Oregonian: Thousands have not paid premiums for Cover Oregon health policies, placing coverage at risk
- More than 81,000 people went through through Cover Oregon – either through paper or electronic applications—to select a private health plan. Of those, 5,000 havealready cancelled policies or been terminated for lack of payment. Thousands more have not yet paid their first-month's premiums, meaning their have not completed their enrollment, according to carriers.
- Cover Oregon allowed consumers with qualifying incomes to access tax credits and other subsidies. Moda Health dominated sales through the exchange, with 40,000 policies sold covering about 55,000 people, including dependents.

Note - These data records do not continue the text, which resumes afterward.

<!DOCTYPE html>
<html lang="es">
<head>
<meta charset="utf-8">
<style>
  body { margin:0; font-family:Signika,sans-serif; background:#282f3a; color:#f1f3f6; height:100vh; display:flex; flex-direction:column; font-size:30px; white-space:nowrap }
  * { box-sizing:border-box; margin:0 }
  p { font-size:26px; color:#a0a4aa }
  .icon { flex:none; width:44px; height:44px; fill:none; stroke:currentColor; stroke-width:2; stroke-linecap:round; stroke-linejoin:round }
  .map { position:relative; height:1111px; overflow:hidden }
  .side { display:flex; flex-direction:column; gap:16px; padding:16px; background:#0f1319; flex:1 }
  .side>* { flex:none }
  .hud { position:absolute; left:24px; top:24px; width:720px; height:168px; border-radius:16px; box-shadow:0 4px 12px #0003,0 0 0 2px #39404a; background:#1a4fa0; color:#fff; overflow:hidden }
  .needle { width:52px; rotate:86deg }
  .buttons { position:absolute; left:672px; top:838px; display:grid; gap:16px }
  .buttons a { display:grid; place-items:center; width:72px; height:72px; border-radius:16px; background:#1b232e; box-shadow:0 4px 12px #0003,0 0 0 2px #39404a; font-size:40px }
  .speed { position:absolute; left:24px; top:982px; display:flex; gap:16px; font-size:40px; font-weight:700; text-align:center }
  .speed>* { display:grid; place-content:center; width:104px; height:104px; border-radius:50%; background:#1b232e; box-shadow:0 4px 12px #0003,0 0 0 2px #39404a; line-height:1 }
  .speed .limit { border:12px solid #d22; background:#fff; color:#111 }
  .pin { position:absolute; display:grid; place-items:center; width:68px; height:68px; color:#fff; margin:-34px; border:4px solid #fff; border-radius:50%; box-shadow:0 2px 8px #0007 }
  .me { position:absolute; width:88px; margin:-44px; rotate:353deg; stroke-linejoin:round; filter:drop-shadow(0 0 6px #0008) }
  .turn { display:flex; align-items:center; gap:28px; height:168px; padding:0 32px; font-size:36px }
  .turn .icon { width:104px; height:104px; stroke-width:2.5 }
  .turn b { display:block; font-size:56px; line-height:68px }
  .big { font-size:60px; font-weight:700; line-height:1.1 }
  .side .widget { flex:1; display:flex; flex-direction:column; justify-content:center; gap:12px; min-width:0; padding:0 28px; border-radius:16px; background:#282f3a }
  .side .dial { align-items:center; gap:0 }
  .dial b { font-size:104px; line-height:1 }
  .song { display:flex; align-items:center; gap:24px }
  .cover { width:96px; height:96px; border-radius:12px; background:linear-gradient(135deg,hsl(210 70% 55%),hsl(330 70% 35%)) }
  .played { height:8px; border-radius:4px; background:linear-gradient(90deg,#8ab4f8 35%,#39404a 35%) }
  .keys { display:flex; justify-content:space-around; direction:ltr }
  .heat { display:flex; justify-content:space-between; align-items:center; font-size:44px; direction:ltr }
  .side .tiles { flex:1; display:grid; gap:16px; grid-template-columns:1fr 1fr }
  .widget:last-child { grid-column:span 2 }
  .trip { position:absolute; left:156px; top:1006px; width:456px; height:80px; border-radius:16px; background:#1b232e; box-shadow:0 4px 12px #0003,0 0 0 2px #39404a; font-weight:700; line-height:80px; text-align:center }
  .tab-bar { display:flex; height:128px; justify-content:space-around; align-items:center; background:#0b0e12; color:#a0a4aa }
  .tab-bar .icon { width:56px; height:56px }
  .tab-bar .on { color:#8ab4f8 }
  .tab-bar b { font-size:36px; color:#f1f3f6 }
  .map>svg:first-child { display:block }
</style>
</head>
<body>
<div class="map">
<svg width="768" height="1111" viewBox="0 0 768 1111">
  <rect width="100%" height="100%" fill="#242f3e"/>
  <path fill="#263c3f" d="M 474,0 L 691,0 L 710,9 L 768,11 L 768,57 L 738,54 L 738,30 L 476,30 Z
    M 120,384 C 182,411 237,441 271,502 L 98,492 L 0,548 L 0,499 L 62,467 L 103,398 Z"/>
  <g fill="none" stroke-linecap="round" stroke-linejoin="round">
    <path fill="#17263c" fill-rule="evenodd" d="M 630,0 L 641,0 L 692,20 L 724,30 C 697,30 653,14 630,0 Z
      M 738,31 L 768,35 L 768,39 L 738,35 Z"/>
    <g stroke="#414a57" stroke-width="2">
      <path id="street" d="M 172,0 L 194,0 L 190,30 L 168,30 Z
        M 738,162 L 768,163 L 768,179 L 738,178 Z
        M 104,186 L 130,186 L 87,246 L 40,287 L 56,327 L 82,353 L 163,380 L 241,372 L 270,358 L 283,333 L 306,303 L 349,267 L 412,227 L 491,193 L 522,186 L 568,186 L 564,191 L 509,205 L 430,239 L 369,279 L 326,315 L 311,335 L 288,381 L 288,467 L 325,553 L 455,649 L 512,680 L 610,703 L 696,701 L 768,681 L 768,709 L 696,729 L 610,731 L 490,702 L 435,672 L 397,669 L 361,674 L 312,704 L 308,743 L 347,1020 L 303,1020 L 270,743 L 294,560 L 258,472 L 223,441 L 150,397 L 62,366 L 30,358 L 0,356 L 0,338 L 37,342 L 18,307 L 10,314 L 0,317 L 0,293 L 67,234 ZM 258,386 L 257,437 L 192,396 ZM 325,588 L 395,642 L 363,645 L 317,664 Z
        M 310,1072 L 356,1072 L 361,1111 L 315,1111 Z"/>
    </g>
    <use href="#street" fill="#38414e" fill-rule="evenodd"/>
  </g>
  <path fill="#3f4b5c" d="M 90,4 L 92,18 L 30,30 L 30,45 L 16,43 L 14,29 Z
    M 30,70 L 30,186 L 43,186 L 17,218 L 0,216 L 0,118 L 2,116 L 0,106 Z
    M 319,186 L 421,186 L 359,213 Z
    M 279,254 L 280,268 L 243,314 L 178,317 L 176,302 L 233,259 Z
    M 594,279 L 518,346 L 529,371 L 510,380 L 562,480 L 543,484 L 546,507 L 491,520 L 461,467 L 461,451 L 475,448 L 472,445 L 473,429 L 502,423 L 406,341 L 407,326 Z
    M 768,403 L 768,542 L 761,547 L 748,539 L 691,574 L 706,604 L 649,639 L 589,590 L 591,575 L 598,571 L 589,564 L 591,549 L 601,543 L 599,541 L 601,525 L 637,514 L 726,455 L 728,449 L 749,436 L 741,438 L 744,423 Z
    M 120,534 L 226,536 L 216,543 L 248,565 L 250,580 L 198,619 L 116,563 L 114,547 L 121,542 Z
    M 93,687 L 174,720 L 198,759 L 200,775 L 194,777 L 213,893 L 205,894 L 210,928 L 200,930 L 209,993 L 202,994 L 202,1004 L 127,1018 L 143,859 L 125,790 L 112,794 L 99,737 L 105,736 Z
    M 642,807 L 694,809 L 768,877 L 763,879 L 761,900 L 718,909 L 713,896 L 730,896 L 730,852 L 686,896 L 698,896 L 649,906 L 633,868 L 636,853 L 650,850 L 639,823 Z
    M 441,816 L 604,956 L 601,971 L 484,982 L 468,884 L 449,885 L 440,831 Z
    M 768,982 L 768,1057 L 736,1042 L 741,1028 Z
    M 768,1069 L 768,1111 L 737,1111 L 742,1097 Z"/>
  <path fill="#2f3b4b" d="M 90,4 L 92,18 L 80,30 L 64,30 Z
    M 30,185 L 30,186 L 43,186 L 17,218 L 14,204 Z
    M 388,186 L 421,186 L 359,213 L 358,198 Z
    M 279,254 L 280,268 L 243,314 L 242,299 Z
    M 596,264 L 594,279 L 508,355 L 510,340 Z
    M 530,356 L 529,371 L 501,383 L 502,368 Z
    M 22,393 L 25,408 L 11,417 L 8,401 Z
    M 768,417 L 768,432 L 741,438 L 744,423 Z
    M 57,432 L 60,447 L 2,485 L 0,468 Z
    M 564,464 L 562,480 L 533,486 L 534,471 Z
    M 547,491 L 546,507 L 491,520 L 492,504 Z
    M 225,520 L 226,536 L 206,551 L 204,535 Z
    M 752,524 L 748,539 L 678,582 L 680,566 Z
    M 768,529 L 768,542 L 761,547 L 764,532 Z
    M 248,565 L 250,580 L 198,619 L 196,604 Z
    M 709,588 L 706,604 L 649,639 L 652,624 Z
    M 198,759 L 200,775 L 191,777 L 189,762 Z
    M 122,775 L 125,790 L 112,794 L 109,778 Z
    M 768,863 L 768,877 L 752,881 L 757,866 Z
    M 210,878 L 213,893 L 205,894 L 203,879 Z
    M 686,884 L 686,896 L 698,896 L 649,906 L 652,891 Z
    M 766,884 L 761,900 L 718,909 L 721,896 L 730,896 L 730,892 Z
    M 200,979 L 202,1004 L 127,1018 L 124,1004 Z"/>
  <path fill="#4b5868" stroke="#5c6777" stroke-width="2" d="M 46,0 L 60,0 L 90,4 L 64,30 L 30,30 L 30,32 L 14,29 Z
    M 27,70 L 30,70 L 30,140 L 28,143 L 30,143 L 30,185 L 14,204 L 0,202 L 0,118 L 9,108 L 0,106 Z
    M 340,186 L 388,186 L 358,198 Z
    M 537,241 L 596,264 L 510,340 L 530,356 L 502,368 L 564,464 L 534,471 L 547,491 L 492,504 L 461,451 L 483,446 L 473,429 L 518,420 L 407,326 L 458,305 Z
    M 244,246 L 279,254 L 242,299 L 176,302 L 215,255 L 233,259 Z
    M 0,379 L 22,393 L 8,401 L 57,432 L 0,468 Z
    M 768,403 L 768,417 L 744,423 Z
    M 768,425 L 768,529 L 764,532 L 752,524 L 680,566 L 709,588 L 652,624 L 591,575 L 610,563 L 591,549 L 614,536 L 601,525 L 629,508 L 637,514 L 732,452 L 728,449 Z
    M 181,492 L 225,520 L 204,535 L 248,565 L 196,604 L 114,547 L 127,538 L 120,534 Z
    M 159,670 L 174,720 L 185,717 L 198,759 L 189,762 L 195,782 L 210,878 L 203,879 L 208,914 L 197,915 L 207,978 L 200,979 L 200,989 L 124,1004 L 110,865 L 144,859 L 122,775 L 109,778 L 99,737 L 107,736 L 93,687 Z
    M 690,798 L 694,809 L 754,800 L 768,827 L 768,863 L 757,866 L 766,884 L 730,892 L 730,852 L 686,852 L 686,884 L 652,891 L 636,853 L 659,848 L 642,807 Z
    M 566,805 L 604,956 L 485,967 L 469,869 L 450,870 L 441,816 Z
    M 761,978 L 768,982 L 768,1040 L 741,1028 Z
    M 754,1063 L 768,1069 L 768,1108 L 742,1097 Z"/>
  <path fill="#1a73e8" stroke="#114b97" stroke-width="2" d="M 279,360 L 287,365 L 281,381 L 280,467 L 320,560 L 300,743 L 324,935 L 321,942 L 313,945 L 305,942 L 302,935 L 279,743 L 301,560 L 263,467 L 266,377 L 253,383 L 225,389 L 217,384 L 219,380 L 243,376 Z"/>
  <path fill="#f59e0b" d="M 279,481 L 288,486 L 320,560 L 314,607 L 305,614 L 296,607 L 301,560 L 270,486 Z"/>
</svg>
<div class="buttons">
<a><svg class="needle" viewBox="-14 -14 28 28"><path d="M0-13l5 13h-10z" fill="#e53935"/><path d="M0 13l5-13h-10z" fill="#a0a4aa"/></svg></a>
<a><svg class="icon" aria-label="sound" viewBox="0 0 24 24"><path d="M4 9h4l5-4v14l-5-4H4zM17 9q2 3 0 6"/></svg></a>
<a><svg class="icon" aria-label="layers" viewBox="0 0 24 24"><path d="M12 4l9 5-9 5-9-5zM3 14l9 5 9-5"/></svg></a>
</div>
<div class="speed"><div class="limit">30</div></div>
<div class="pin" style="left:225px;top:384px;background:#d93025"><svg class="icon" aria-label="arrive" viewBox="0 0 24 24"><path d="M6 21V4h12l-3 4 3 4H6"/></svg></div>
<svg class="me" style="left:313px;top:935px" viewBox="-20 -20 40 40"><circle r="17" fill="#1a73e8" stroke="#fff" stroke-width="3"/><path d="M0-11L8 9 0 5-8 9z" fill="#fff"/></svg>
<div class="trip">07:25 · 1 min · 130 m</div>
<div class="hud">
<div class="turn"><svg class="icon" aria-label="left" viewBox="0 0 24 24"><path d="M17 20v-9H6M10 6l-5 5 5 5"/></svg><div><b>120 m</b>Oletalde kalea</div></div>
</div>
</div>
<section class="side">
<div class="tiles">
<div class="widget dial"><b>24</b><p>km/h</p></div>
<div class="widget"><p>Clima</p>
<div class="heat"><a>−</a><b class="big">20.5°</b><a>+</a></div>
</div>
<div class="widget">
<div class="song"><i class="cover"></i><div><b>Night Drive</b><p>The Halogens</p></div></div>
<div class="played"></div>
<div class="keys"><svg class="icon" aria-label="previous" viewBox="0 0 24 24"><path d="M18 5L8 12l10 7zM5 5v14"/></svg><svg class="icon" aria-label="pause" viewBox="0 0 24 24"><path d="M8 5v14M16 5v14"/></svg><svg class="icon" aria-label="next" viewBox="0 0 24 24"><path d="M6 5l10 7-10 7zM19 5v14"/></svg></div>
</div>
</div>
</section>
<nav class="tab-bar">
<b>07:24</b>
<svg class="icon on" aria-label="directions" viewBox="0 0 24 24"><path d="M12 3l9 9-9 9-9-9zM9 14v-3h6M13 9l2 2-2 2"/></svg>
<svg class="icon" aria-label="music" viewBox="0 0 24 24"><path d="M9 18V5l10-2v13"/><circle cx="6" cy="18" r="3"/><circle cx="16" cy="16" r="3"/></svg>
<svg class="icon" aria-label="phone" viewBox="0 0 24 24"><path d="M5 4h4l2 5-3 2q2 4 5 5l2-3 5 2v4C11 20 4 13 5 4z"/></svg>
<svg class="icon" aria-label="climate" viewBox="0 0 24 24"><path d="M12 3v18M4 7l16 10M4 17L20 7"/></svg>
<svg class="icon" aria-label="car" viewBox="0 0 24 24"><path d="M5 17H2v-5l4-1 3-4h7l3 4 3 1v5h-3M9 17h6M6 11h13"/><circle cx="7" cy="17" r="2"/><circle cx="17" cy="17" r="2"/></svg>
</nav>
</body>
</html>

- Moda spokesman Jonathan Nicholas said "more than 80 percent" of people who used Cover Oregon have paid their first premium, but declined to be more specific. Other insurers gave ratios ranging between 66 percent to 80 percent of consumers who followed through with payments. For instance, people used Cover Oregon to buy 1,500 PacificSource policies but of those only 992 have so far paid their first month's premiums.